He’s cut off by the sound of a rocket launching, a whistle shrieking over the sound of the wind, and Weiss stares at the airship feed, the camera wobbling as the airship starts to lose altitude, and watches as a rocket streams towards the ledge Winter is on.  Her fists slam into the keyboard when the rocket lands, rock and snow and fire exploding out of the mountainside above Winter.  Plastic keys scatter along the terminal as Weiss watches in horror as Winter and the sergeant’s feeds both go dead and, from the airship camera, a tiny figure is blown out from the mountainside and tumbles down, disappearing into the snow.

There’s a long, protracted moment as the airship starts to spiral out of the sky, the camera feed spinning dizzily, and then another rocket crashes into it and the final camera feed goes dead.  Weiss stares numbly at the static on the screen in front of her, the broken keyboard under her hands.  

“Sir.” 

She doesn’t recognize the voice, barely registers the general humming in response, his hand still heavy on her shoulder.

“Should we send a rescue crew in?”

General Ironwood’s hand tightens on her shoulder, holding Weiss in place when her head jerks up hopefully and she tries to leap to her feet.  Winter’s aura wasn’t damaged at all, and the explosion hadn’t killed her; there’s still a chance she’s alive.

“Yes,” Weiss says stupidly, before the general can answer, and is rewarded with his hand tightening on her shoulder so hard her bones creak under it.

“No,” he says firmly.  “We don’t have the resources.”
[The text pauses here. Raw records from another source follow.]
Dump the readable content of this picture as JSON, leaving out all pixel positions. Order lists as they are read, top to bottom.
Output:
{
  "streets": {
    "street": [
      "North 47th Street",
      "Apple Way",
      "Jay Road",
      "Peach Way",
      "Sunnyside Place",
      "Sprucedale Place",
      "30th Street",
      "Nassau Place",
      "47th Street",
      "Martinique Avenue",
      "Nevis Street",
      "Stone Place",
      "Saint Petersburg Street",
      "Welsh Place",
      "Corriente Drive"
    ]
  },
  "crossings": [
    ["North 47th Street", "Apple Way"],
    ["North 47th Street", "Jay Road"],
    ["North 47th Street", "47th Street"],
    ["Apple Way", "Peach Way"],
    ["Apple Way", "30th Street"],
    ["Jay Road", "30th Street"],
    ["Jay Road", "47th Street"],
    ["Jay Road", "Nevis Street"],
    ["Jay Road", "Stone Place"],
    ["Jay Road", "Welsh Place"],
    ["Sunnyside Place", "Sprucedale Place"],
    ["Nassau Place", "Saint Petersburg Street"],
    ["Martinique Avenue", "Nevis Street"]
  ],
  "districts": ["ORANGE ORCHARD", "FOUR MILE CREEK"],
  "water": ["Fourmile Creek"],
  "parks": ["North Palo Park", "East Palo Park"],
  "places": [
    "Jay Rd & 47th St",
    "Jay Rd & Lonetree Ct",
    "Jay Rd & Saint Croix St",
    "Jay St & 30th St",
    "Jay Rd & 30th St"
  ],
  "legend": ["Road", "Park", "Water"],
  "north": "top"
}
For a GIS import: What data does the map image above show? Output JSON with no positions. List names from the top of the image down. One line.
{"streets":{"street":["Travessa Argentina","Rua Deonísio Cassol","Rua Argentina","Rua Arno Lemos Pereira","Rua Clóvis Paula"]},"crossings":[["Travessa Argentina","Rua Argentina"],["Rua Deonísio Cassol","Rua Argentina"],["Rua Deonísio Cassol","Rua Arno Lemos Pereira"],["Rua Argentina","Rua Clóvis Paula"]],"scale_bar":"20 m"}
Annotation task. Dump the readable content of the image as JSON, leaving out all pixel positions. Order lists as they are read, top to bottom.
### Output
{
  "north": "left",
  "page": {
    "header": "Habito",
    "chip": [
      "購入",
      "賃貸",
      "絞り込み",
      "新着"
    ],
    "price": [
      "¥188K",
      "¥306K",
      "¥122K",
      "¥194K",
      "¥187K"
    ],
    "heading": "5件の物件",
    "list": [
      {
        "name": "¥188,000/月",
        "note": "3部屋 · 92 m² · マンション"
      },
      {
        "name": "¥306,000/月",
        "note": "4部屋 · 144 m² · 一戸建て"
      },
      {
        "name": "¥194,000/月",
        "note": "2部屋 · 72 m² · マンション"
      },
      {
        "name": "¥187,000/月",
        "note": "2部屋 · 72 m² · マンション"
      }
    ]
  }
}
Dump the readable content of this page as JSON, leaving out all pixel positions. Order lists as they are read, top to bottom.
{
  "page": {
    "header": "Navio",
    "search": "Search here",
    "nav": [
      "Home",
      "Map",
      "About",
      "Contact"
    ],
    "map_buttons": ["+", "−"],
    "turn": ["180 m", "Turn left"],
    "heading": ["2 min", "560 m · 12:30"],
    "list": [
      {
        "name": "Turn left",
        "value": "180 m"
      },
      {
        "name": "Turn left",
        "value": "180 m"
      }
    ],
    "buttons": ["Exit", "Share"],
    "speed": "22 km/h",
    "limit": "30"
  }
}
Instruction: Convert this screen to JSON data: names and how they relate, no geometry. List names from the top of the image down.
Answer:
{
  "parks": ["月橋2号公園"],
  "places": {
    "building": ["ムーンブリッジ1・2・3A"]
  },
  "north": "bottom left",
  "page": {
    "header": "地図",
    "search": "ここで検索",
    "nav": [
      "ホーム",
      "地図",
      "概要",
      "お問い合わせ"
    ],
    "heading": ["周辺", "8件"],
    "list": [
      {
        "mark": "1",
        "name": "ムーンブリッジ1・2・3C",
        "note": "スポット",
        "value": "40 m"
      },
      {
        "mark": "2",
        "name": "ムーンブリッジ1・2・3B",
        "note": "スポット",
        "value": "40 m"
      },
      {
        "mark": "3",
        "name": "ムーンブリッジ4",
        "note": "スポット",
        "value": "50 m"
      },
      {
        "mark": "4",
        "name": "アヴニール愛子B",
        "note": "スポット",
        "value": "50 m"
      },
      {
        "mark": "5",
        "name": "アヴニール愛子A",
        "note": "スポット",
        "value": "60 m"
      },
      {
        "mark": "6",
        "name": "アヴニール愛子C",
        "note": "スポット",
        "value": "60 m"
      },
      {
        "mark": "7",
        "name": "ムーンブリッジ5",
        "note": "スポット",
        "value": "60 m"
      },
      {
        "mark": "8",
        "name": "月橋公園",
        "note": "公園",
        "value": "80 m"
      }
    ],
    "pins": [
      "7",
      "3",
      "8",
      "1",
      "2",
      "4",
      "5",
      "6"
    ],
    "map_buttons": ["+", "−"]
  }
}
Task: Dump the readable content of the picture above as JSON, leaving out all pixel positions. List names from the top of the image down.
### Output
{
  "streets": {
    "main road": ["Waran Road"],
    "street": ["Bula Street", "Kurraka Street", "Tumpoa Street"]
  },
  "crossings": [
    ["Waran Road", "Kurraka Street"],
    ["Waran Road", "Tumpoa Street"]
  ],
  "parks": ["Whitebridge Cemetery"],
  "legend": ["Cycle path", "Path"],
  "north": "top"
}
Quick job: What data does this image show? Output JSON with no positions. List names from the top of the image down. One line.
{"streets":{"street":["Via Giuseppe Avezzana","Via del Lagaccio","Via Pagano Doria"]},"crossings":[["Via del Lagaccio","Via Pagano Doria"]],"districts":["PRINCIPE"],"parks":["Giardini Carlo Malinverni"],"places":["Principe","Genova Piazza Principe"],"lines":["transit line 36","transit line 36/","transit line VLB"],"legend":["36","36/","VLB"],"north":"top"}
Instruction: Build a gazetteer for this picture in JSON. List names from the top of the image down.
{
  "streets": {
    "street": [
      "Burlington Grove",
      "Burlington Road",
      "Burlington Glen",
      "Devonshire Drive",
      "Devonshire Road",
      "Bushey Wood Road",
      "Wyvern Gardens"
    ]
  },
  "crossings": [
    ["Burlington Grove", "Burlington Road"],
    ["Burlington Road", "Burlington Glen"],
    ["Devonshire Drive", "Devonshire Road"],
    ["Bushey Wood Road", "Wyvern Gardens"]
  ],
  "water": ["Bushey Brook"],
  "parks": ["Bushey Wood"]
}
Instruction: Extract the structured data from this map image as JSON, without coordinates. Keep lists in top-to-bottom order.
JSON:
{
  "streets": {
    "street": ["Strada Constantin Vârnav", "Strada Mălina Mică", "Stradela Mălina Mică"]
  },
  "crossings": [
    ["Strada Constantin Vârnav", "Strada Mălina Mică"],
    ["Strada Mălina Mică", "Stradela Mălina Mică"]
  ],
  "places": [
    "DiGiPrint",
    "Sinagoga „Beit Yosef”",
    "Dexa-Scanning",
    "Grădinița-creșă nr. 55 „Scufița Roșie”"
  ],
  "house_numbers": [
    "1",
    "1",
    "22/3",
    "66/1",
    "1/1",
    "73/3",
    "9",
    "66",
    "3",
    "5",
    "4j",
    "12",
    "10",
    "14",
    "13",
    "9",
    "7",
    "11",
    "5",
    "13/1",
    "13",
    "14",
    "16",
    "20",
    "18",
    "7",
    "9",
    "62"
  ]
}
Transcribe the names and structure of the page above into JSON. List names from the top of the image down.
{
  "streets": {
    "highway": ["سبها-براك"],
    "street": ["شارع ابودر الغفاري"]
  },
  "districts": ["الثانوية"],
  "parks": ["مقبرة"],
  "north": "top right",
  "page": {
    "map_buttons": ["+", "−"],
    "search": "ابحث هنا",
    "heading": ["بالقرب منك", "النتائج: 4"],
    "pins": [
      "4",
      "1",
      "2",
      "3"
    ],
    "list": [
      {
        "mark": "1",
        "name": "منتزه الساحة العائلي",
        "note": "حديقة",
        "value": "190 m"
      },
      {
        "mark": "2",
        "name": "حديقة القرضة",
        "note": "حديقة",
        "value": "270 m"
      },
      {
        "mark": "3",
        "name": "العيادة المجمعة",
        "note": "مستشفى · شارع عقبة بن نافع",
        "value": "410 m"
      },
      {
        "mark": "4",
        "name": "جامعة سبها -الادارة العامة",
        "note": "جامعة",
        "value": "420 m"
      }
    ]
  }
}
Weiss stares up at him, nausea twisting in her stomach, because General Ironwood gave her a home, gave the both of them a home away from the abuse from their father, the neglect from their mother, and Winter, the best soldier in the military by his own admission, might still be alive and--

“You have to,” Weiss snaps out.  She yanks her shoulder free, hard enough that the general nearly stumbles, and stands up as tall as she can.  “Those are your people out there and--”

“Exactly,” General Ironwood says, glaring down at her.  “My soldiers.  My decision.  We do not have the resources to spare to send a squad in search of one person--”

“Fuck you,” Weiss says, trembling with every minute of combat training she’s fought through in the last five years.  Her muscles burn, her fists clenching at her side, and she doesn’t look away from Ironwood and the way he’s gaping at her, not even when the entirety of satcom erupts in a flurry of uncertainty at her disrespect.  

“You’re a coward, sir ,” she spits out when one of the MPs grabs for her arm.  She yanks her arm until he’s off balance and slams her heel into his ankle, not breaking eye contact with Ironwood as she sends one of his soldiers to the floor with a fractured ankle.  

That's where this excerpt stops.